▶ _What you are asked to do_: Copy each line below containing "buttons".

▶ _Extracted information_:
____________

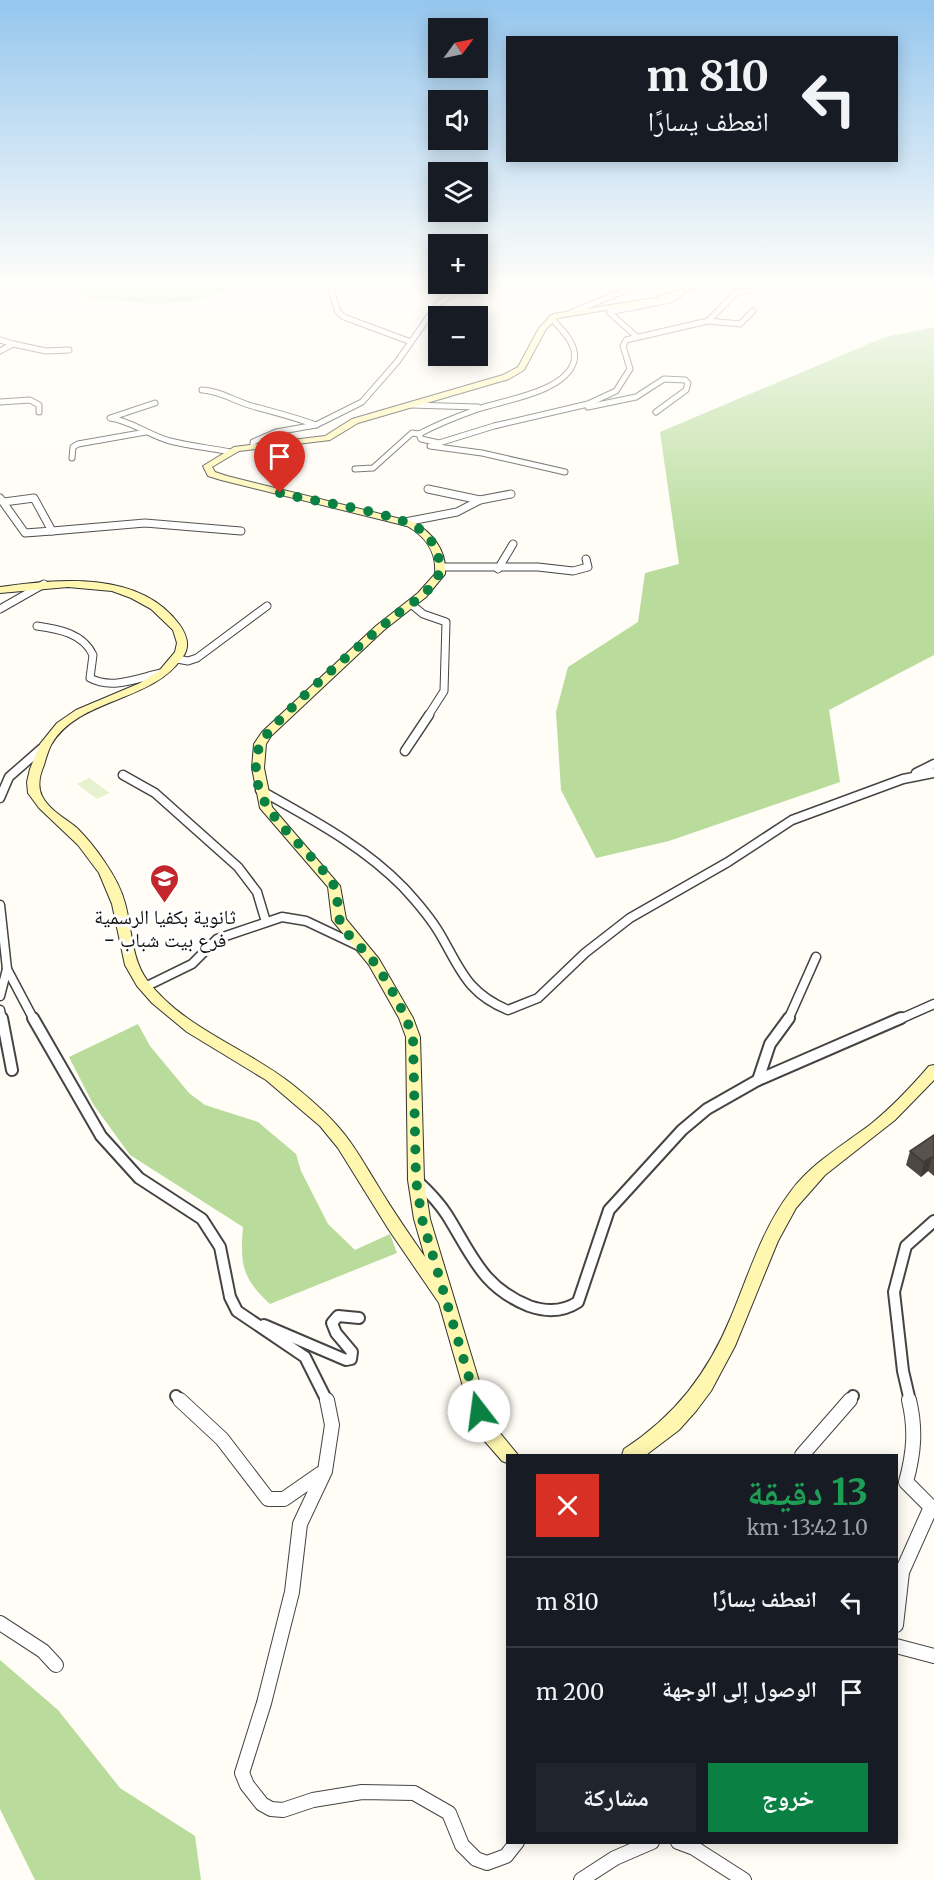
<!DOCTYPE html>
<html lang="ar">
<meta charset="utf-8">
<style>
:root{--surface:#171b24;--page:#20242c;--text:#f1f3f6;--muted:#9ea1a6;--line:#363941;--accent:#0b8043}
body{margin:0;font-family:Merriweather,"Noto Naskh Arabic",serif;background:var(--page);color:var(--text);direction:rtl;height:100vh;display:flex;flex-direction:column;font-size:22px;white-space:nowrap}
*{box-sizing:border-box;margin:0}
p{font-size:20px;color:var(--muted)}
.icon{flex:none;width:33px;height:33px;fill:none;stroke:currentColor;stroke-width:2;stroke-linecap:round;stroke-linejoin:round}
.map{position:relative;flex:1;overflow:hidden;direction:ltr}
.drawer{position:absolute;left:506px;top:1454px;width:392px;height:390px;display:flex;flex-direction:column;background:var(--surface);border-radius:0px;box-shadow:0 3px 15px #0003;direction:rtl}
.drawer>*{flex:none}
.top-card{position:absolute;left:506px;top:36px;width:392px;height:126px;border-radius:0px;box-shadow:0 3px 15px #0003;direction:rtl;background:#171b24;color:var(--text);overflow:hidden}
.needle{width:39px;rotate:57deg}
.buttons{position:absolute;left:428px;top:18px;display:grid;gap:12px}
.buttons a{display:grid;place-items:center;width:60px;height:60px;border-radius:0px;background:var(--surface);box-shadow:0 3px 15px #0003;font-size:30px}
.pin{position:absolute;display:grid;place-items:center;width:51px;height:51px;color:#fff;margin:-62px -26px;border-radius:50% 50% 50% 0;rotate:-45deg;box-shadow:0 0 6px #0007}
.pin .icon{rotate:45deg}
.me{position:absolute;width:66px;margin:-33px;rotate:345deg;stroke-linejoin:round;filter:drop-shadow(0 0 4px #0008)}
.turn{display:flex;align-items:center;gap:21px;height:126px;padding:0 30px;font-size:27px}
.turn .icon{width:78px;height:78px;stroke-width:2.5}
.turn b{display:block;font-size:42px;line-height:51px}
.round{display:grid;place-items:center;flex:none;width:63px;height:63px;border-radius:0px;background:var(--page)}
.headline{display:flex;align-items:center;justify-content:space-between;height:102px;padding:0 30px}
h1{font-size:36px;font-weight:700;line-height:45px;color:#1e9e55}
.cta{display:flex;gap:12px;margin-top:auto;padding:12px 30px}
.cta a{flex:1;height:69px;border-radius:0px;background:var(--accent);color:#fff;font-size:24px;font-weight:700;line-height:69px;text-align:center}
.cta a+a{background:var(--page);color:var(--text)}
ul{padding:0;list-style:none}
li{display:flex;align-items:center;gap:18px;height:90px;padding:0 30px;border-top:2px solid var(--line)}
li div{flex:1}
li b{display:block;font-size:22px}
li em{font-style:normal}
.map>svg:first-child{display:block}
.forest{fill:#b9dc9c}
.pitch{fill:#e6f2cf}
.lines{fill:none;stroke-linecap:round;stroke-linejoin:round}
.street-far4-casing{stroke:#444;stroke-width:7}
.street-far3-casing{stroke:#444;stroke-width:9}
.street-far2-casing{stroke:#444;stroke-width:11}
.street-far1-casing{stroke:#444;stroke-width:14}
.street-casing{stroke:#444;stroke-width:16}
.secondary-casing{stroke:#333;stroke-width:2}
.street-far4{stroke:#fff;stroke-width:5}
.street-far3{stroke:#fff;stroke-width:7}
.street-far2{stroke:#fff;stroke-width:8}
.street-far1{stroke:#fff;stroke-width:10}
.street{stroke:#fff;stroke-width:14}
.secondary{fill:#fff6b0;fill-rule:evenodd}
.wall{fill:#4d4742}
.shaded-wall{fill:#3f3936}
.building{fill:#5a524d;stroke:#3f3936;stroke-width:1.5}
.route{stroke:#0b8043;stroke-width:10;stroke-dasharray:0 18}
.labels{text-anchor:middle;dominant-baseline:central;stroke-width:6;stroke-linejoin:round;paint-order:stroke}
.poi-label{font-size:20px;fill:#111;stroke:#fff}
</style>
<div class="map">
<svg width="934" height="1880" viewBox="0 0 934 1880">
<rect width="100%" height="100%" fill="#fffdf5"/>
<g class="forest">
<path d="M73,282H245L195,301L154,304L83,297Z"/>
<path d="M934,327V655L829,710L840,782L669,841L596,858L561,790L556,712L568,667L638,622L645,573L679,564L660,432L885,337Z"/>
<path d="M138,1024L150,1046L189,1093L205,1105L258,1122L296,1154L301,1171L328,1224L355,1250L390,1234L397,1253L270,1304C242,1278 240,1265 243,1227L130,1155L93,1104L69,1057Z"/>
<path d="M0,1660L58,1710L120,1788L195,1836L201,1880H35L0,1809Z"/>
</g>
<path class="pitch" d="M89,778L110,793L97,799L77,784Z"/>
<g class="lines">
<defs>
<g id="street-far4">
<path d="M335,282L331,289L338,312L344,317L411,342"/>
<path d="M572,312L622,292L632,282"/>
<path d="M551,318C561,329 578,344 574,361C566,392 504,400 478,409C458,416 438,424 419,434L421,439L439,443L494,426L588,404L616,391L630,369L623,346L626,340L708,321L735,294L775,282"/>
<path d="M708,321L740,324L753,311"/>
<path d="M637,337L609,312L670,300L680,294"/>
<path d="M0,340L13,344L0,351"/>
<path d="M13,344L46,351L69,350"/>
<path d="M202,390C221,391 234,401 252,406C274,412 294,417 316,425"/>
<path d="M0,402L30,400L39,405V412"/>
<path d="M155,403L110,418C132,421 148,435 170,441C190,446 210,448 230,452"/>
<path d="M411,405L478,407"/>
<path d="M588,407L636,397L664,379L685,380L688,383L686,390L656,412"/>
<path d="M253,446V442L276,432L316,425L362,402L397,362L437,305L458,290L495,282"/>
<path d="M430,446L482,453L565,472"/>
<path d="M72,458L73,447L78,444L146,432"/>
<path d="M355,469L373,468L412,433L419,434"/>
</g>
<g id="street-far3">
<path d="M428,489L480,500"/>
<path d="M0,498L25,533L52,531L34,498L4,502"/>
<path d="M405,522L457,512L480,500L511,494"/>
<path d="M52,531L145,523L241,531"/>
<path d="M441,567H538L573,571L588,567L586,559"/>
<path d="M498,569L513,544"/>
<path d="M411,604L423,614L446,622L444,691L428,716"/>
<path d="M0,609L44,584"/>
<path d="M37,626C58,629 83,633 93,655L90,678C112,690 138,678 161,673"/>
<path d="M177,659L188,661L197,658L267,606"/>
</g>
<g id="street-far2">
<path d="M405,751L429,715"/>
<path d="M916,773L934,764"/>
<path d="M123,775L155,793L238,867L257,892L266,922"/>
<path d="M260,790C311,819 362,845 403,887C417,902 430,917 440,934C461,970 467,993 508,1010L538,998L585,953L630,918L728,862L792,820L903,779L934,773"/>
<path d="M0,798L9,777L41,749"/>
<path d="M0,905L7,969L34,1020"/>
<path d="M145,987L192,964L217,939L282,917L306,921L361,947"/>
<path d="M0,996L7,969"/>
<path d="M0,1010L2,1020"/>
<path d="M788,1020L816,957"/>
<path d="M898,1020L934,1004"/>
</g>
<g id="street-far1">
<path d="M2,1018L12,1070"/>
<path d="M33,1018L101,1136L139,1178L202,1219L220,1247L230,1297L237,1311L305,1357L327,1401"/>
<path d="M758,1080L770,1044L789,1018"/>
<path d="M416,1180C428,1191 438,1201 447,1215C472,1255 482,1287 529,1306C546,1312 563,1312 578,1302L609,1210L682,1130L707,1109L758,1080L901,1018"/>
<path d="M264,1325L346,1360L351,1359L352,1352L336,1333L332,1323L338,1316L359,1318"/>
<path d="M176,1396L181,1401"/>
<path d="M849,1401L853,1396"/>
<path d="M910,1401L903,1371L894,1292L906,1246L934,1221"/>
</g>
<g id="street">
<path d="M180,1400L222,1439L268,1499H284L320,1474"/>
<path d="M327,1400L332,1425L325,1471L300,1524L292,1592L264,1703L242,1773L247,1785L262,1804L271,1809L283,1810L313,1800L362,1792L414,1793L449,1813L462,1845L476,1859L487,1863L506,1856L517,1842"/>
<path d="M802,1455L850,1400"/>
<path d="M0,1623L43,1651L56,1665"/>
<path d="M896,1625L902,1572L931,1507L906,1482C914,1453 916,1429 909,1400"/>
<path d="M896,1646L934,1656"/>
<path d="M678,1842L694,1848L744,1880"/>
<path d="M581,1880L615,1858L652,1842"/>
</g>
<g id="secondary">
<path d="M705,282H716L655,302L558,318L546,329L524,370L509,379L358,423L330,440L239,451L212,467L215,472L227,476L413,522C433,533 447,551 445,574L426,597L384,630L271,736L266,744L264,768L272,807L340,886L346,919L379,959L413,1018L420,1037L424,1180L430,1219L488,1411L495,1427L518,1455H507V1463L502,1461L482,1438L470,1411L439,1303L389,1230L338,1148L320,1126L266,1080L187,1032L152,1003L137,986L125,965L112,904L99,873L78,845L39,808L28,793L27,782L30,769L40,744L57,723L76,710L140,683L159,671L175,652L177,643L173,630L151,609L131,598L112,591L68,587L0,593V587C58,579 139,570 179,624C187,635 191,647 182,658C151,703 79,697 51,745C48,751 46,758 44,765C40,774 37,786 42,796C49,810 65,818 77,828C87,838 96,849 104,861C113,874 121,888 125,903C132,928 131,958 147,980C184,1029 247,1048 293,1085C309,1098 327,1113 340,1129C355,1146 366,1167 378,1186C393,1211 409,1234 425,1257L414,1219L408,1180L406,1037L399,1018L369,965L332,920L328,887L260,808L252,768L254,744L262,732L376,626L418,593L435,574C437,552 425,536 407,526L221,480L208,476L203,466L234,447L325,436L352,419L503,375L518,367L539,328L553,314L654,298Z"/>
<path d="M934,1065V1080L895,1120L825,1175L796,1208L778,1241L735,1346L711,1391L696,1411L679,1430L646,1455H622L624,1449C675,1416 708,1373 731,1317C749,1274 762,1229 791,1191C812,1163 843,1145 871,1124C892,1107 911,1087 929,1066Z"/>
</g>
</defs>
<use href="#street-far4" class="street-far4-casing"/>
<use href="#street-far3" class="street-far3-casing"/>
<use href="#street-far2" class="street-far2-casing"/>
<use href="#street-far1" class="street-far1-casing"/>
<use href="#street" class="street-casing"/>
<use href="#secondary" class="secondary-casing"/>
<use href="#street-far4" class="street-far4"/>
<use href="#street-far3" class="street-far3"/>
<use href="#street-far2" class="street-far2"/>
<use href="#street-far1" class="street-far1"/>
<use href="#street" class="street"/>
<use href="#secondary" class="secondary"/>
</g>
<path class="wall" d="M934,1135V1176L928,1171L921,1177L906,1165L910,1151Z"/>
<path class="shaded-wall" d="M932,1157L928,1171L921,1177L924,1162Z"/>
<path class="building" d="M934,1135V1159L932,1157L924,1162L910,1151Z"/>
<linearGradient id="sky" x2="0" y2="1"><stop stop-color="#95c6ee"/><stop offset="0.52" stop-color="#fffefa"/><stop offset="1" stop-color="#fffefa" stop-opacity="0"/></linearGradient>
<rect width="934" height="545" fill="url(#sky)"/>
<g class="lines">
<path class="route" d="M280,493C313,502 399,512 422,531C433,539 438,554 441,567C436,591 409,604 392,618C369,637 265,726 259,747C241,809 305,840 333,884C341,897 334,914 343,927C351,940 364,949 373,961C389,983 404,1011 413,1037L416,1180L422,1219L479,1411"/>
</g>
<defs>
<symbol id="school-pin" viewBox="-11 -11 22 30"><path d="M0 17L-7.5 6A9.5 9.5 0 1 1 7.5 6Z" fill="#c4262e" stroke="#fff"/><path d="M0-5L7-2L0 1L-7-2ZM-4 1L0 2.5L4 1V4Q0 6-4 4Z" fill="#fff"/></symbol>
</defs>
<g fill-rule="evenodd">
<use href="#school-pin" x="148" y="862" width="33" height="45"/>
</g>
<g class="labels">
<g class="poi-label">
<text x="165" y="916">ثانوية بكفيا الرسمية<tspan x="165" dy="23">- فرع بيت شباب</tspan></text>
</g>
</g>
</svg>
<div class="buttons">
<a><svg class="needle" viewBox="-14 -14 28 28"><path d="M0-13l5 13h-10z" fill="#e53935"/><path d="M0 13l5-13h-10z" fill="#9ea1a6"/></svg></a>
<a><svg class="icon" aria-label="sound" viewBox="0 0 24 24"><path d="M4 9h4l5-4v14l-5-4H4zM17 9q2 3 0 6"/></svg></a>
<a><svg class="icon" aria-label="layers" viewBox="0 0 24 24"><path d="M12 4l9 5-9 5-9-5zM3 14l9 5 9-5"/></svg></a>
<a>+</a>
<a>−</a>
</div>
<div class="pin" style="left:280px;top:493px;background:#d93025"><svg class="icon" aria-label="arrive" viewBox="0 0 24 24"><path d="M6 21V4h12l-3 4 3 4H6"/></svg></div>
<svg class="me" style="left:479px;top:1411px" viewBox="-20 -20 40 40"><circle r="19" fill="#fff"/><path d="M0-13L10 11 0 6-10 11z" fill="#0b8043"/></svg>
<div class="top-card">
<div class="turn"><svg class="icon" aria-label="left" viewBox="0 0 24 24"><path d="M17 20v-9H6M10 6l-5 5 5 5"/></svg><div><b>810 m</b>انعطف يسارًا</div></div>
</div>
<section class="drawer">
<div class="headline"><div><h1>13 دقيقة</h1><p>1.0 km · 13:42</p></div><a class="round" style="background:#d93025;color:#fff"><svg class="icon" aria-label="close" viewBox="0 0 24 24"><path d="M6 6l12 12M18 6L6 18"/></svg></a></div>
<ul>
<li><svg class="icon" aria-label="left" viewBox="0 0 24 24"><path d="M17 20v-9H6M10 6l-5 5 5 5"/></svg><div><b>انعطف يسارًا</b></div><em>810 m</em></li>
<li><svg class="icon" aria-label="arrive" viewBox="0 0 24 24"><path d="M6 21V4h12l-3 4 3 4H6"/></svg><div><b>الوصول إلى الوجهة</b></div><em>200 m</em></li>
</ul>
<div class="cta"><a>خروج</a><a>مشاركة</a></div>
</section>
</div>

____________

▶ _Expected output_:
.buttons{position:absolute;left:428px;top:18px;display:grid;gap:12px}
.buttons a{display:grid;place-items:center;width:60px;height:60px;border-radius:0px;background:var(--surface);box-shadow:0 3px 15px #0003;font-size:30px}
<div class="buttons">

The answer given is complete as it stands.